Data supplied
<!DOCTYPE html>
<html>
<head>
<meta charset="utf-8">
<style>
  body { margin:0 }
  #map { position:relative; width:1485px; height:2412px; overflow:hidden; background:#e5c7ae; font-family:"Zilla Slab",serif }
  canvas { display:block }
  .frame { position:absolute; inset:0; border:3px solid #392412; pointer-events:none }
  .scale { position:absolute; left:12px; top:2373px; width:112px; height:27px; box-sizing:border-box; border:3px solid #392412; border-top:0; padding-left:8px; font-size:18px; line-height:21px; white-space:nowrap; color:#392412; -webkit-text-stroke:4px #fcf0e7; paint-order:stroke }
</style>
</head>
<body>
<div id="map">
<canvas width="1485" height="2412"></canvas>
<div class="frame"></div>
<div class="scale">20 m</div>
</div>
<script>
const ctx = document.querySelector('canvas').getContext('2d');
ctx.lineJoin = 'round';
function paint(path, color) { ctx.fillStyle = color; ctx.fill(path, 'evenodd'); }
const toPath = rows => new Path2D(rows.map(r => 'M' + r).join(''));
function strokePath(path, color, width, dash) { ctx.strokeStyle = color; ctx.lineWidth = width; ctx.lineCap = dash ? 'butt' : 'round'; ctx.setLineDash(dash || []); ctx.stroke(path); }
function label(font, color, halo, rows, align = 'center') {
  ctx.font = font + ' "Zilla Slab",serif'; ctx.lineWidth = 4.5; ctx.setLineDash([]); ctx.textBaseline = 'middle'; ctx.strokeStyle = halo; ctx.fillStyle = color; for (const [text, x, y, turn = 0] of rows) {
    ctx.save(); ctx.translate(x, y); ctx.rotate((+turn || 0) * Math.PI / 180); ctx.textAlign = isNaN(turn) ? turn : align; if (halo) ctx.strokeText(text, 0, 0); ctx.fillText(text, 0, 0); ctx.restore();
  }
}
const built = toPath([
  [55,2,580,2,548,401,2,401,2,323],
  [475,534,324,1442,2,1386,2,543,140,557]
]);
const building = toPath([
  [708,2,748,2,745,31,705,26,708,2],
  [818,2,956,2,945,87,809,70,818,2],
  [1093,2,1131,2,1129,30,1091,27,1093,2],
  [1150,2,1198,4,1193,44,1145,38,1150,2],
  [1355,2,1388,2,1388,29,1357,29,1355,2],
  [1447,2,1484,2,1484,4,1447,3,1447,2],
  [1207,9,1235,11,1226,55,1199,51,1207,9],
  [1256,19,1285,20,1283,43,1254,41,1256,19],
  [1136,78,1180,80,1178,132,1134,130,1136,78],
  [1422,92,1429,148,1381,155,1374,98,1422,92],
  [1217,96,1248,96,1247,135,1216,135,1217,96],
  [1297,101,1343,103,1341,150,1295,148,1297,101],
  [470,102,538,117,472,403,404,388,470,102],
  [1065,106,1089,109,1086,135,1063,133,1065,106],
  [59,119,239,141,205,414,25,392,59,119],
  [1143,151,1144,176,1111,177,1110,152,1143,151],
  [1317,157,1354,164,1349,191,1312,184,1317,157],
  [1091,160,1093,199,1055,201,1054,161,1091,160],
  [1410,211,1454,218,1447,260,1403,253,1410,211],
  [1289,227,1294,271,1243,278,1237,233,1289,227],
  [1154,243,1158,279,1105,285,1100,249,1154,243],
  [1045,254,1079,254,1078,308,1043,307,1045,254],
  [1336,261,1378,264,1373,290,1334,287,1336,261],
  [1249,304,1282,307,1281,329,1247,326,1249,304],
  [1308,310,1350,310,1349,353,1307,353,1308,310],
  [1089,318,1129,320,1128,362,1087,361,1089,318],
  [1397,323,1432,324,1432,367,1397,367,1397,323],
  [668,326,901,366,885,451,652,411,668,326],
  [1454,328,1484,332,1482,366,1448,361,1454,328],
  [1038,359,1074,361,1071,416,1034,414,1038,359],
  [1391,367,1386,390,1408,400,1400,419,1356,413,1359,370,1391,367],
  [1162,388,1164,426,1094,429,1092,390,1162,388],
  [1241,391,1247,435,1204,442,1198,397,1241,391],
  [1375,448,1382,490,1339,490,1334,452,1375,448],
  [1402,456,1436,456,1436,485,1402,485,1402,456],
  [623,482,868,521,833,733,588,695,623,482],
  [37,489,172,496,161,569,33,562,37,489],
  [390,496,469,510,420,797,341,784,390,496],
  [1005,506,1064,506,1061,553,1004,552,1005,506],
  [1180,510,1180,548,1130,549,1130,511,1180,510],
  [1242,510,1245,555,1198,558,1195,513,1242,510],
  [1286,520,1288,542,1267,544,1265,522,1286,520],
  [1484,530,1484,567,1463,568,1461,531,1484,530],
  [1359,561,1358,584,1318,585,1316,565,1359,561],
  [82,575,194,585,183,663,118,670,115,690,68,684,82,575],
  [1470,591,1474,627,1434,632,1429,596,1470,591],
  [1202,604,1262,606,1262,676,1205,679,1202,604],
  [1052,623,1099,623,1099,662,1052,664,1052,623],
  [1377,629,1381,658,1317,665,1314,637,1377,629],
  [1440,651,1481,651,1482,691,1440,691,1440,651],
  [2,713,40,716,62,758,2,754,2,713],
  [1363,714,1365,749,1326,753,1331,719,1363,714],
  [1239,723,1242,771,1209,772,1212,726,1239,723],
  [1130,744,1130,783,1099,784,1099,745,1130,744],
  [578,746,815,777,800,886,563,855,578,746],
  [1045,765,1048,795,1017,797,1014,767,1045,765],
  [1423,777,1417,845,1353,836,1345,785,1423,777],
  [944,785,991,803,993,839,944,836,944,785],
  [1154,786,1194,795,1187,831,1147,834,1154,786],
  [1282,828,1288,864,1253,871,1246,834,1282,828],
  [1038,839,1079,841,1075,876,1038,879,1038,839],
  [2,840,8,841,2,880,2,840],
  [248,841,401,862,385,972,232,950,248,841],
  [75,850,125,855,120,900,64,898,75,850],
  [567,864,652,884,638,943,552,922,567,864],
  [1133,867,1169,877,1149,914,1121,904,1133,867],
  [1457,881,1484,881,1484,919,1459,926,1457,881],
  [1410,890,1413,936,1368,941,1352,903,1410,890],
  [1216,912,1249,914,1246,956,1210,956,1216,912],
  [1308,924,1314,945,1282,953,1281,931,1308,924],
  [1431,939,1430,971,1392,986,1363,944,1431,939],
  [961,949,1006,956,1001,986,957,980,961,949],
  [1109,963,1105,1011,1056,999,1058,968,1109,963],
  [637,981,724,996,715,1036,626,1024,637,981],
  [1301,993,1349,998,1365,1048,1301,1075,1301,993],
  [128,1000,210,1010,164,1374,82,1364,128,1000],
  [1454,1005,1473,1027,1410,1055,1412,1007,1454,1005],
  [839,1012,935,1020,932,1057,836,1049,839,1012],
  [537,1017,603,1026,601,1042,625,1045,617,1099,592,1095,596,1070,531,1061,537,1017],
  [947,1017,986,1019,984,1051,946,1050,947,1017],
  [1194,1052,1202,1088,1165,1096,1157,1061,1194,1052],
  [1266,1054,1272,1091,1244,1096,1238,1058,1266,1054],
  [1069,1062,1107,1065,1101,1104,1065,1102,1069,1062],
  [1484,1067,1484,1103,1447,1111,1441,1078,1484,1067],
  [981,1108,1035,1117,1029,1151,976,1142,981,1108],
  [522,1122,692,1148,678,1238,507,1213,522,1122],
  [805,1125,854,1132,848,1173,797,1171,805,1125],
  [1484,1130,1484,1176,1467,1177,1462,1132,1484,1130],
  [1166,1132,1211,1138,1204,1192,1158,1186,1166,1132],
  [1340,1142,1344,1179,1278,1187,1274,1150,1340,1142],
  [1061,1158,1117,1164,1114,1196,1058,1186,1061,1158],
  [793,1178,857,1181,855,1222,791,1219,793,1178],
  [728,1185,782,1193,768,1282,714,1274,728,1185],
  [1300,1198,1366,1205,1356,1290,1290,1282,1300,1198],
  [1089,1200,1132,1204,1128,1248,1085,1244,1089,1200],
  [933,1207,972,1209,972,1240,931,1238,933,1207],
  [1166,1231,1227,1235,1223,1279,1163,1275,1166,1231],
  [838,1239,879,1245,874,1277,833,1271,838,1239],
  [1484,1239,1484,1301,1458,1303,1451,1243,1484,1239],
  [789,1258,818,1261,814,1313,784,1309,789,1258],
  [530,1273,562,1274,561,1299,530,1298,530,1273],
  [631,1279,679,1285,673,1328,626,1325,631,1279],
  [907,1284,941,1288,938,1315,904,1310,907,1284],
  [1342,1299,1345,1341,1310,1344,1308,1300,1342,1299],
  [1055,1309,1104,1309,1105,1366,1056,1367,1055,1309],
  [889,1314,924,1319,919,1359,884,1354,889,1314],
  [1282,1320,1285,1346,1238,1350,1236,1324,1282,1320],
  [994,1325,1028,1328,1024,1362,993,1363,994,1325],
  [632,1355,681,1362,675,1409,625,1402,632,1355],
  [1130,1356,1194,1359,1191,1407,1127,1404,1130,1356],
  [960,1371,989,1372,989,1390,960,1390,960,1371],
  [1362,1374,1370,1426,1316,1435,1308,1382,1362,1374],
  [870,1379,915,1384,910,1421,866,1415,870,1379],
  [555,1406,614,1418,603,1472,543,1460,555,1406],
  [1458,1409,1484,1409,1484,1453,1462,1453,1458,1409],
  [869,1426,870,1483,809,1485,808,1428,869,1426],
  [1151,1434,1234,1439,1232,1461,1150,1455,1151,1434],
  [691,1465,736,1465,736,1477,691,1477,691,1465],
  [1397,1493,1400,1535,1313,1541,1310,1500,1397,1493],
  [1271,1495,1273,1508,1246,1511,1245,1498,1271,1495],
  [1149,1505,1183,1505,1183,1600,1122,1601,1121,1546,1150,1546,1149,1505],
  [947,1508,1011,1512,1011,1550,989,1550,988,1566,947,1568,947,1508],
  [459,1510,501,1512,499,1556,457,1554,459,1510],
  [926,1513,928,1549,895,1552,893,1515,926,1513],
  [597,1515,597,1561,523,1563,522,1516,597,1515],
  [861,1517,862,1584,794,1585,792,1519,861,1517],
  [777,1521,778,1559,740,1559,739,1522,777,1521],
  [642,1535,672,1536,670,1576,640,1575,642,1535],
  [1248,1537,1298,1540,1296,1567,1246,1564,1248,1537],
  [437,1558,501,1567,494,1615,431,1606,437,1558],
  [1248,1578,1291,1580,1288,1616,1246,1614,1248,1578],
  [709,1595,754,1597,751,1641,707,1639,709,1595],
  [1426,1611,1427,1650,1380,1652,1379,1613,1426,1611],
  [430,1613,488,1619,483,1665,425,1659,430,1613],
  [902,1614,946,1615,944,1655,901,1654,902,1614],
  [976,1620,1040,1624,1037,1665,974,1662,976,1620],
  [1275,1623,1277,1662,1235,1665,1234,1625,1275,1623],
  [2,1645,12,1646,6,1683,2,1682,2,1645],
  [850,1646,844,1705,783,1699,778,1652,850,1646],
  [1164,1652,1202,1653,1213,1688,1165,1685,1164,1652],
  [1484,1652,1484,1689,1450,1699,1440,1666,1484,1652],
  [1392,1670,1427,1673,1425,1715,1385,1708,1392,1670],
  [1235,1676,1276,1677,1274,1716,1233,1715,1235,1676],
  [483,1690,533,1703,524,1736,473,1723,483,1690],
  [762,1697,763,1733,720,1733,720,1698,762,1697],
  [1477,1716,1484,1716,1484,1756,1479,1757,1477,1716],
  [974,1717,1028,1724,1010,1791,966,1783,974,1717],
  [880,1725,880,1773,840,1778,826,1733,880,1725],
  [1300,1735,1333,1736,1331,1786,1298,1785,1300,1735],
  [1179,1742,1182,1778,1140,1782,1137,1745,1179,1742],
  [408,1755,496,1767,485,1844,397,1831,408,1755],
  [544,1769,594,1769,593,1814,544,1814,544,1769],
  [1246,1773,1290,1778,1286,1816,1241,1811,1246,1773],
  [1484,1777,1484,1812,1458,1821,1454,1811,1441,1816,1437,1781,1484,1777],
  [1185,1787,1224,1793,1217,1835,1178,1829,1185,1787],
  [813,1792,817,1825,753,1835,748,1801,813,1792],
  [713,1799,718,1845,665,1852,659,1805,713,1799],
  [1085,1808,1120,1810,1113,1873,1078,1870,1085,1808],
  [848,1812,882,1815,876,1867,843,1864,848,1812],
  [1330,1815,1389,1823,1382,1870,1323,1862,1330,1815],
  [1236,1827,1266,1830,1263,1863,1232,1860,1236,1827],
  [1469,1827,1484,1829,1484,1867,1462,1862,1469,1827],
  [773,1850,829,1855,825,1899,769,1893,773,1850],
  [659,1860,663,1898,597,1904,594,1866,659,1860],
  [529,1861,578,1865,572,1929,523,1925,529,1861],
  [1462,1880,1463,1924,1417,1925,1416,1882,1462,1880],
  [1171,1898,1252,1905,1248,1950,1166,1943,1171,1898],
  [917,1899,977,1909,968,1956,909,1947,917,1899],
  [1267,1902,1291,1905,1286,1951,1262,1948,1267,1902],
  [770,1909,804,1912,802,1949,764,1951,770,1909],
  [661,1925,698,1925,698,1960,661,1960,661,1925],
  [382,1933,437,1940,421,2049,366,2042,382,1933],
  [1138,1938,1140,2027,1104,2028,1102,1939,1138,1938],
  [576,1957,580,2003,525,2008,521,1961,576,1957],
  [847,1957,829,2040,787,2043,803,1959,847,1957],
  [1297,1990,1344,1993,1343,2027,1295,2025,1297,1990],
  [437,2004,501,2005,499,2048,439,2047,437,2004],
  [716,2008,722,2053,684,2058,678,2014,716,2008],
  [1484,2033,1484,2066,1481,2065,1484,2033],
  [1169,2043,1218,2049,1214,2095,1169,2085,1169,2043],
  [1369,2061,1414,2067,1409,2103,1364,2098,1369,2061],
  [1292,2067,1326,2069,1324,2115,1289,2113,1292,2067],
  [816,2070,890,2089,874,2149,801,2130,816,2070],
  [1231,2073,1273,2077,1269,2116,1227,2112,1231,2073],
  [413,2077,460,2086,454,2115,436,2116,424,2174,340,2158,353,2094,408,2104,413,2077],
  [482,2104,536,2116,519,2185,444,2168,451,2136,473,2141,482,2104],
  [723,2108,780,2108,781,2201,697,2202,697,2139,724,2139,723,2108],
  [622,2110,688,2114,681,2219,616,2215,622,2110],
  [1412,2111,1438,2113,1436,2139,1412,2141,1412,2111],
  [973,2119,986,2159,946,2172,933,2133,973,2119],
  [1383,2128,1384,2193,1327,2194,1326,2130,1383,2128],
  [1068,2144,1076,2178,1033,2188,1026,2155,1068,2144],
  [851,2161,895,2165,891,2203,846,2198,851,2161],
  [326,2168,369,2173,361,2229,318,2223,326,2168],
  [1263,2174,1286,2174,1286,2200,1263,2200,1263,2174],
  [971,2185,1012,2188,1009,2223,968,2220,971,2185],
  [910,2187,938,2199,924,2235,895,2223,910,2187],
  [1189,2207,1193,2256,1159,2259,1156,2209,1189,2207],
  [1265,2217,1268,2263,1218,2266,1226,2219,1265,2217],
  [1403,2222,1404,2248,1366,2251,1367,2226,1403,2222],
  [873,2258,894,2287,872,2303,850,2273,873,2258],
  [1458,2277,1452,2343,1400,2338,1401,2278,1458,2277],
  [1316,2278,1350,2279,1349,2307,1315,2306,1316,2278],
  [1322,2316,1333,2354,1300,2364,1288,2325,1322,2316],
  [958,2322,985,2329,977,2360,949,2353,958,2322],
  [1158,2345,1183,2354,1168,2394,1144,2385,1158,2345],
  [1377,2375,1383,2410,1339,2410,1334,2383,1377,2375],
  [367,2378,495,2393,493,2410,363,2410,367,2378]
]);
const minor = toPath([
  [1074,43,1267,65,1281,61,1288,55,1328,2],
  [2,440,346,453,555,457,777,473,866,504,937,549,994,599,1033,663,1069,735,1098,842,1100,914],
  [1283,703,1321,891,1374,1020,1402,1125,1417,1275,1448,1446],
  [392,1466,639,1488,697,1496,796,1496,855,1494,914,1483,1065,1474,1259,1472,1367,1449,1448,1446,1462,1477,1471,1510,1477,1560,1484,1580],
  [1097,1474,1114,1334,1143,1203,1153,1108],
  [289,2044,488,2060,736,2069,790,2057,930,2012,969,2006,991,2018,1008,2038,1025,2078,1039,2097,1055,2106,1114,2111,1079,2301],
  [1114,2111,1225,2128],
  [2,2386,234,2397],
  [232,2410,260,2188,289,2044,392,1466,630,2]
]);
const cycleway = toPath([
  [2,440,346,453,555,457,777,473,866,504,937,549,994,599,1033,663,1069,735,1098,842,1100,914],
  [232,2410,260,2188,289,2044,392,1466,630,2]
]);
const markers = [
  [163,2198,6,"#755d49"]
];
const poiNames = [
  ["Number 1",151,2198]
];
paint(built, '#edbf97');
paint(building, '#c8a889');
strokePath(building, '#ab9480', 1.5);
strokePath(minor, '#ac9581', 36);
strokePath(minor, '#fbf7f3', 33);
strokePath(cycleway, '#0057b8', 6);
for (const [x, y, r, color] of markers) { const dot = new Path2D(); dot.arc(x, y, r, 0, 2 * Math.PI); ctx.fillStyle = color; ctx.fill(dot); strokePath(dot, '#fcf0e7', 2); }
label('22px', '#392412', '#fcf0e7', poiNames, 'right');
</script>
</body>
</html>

Your objective
Read through the listing and copy each line in which the word "lineWidth" occurs.

Result of this task
function strokePath(path, color, width, dash) { ctx.strokeStyle = color; ctx.lineWidth = width; ctx.lineCap = dash ? 'butt' : 'round'; ctx.setLineDash(dash || []); ctx.stroke(path); }
  ctx.font = font + ' "Zilla Slab",serif'; ctx.lineWidth = 4.5; ctx.setLineDash([]); ctx.textBaseline = 'middle'; ctx.strokeStyle = halo; ctx.fillStyle = color; for (const [text, x, y, turn = 0] of rows) {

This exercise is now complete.